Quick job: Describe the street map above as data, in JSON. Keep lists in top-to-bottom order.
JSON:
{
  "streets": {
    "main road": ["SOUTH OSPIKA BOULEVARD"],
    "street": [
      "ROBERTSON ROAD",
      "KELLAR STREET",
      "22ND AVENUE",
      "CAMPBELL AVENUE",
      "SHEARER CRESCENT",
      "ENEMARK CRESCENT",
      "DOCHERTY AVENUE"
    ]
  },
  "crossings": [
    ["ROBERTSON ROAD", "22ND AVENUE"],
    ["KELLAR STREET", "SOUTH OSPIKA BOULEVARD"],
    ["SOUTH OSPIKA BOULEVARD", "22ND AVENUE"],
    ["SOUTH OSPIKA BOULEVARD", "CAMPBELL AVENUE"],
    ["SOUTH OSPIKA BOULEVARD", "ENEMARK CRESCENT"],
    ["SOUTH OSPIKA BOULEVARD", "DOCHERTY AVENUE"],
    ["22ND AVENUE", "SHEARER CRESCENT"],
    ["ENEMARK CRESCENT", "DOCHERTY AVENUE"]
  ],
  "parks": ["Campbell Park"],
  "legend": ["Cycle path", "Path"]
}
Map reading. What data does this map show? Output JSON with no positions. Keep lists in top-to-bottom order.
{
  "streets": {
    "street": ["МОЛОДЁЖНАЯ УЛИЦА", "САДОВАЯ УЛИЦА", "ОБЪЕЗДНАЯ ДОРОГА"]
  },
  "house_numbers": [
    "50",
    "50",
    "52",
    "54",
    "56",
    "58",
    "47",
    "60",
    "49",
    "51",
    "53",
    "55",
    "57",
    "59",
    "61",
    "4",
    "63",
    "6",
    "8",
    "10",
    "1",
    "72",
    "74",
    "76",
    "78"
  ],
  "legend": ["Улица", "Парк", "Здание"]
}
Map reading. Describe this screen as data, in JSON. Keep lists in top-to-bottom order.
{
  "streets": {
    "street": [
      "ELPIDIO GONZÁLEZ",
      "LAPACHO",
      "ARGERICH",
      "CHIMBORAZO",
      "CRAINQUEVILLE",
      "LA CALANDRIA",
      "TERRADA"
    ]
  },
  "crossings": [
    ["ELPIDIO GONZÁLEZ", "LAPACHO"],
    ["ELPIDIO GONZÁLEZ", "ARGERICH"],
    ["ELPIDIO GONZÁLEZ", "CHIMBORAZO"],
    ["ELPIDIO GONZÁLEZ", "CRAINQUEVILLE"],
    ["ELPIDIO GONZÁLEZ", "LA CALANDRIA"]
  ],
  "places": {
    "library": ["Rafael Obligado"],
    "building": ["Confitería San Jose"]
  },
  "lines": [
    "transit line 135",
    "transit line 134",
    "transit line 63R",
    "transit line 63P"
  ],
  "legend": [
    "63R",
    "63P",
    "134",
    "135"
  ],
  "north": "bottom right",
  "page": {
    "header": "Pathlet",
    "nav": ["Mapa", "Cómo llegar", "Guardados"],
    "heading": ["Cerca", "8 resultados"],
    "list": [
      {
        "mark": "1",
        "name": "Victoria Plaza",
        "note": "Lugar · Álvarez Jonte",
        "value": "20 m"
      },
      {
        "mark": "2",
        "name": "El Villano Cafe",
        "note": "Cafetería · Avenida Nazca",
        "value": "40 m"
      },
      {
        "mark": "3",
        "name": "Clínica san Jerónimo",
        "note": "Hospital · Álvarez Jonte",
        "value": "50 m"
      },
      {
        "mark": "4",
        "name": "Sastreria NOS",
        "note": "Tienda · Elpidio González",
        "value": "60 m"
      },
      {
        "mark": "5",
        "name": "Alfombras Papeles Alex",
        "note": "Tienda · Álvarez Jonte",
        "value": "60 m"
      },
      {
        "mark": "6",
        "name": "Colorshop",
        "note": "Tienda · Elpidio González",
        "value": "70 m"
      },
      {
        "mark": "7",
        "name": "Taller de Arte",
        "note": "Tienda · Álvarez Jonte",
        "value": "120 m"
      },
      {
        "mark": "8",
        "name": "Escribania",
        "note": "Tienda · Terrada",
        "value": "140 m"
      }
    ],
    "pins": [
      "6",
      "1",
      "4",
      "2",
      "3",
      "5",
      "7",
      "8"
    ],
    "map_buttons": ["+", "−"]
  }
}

• [Task requirements]
Lines from the entries that contain the string "Keep" must be found and copied.

• [Answer box]
Quick job: Describe the street map above as data, in JSON. Keep lists in top-to-bottom order.
Map reading. What data does this map show? Output JSON with no positions. Keep lists in top-to-bottom order.
Map reading. Describe this screen as data, in JSON. Keep lists in top-to-bottom order.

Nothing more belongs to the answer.